Géricault. Fragmenten van mededogen
Gregor Wedekind (Ed.)
Museum voor Schone Kunsten, Gent & Hirmer Verlag, Frankfurt, 2014
In 1908, The Friends of the Museum of Fine Arts Ghent acquired the Portrait of a Kleptomaniac (1820-1824), one of the five surviving portraits of the mentally ill that the French Romantic painter Théodore Géricault made in the hospital la Salpetrière in Paris.

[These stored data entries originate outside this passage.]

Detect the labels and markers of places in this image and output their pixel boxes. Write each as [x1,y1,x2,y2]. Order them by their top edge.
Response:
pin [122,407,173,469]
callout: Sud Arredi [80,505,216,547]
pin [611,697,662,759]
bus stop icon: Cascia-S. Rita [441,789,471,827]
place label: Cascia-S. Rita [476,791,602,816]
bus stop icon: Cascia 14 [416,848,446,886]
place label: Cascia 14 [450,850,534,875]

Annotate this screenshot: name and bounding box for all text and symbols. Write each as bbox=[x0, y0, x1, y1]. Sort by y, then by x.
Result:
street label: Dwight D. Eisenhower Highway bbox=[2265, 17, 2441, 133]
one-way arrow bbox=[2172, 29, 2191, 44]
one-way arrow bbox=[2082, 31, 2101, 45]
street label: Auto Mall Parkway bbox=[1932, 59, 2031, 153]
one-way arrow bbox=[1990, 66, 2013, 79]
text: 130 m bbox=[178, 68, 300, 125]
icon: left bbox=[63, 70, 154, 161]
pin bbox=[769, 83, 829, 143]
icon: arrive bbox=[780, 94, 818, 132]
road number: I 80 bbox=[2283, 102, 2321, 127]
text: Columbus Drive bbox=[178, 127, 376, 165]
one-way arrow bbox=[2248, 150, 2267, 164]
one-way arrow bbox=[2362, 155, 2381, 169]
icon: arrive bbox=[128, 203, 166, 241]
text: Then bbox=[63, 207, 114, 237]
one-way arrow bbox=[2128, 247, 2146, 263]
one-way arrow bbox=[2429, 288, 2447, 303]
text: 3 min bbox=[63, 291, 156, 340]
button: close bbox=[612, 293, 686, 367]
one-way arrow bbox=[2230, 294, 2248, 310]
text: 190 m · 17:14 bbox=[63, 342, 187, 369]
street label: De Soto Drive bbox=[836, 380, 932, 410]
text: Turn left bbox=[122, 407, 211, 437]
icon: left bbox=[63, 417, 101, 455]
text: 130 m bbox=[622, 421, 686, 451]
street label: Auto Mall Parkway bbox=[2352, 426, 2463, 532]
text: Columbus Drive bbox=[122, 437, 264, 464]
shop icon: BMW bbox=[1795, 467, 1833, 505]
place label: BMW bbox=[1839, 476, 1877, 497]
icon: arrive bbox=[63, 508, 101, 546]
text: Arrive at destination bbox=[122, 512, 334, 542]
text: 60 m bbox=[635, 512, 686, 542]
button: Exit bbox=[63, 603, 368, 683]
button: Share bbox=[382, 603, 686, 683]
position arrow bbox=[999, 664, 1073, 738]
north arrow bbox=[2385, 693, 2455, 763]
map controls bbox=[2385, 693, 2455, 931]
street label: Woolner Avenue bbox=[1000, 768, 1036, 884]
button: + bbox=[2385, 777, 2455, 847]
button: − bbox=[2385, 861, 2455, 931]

Together with ‘the jealous one’ from Lyon and the ‘child thief’ from Springfield, this work forms the basis for an exhibition about both the physical and mental suffering of modern man. As a child of the French Revolution, Géricault (1791-1824) was familiar not only with the horrors of Terror, but also with the spirit of the Enlightenment and its scientific interest in the ‘human machine’.
Instead of a classic retrospective, certain themes were chosen, such as the human struggle, the fight with the other as well as with oneself, the struggle to break free from any oppression, the portrait as an interrogation of man and his destiny and madness as a metaphor for the total freedom of the mind, which is doomed to be locked up. These subjects are interpreted both in the artist’s oeuvre and in the spirit of his time. IN DUTCH!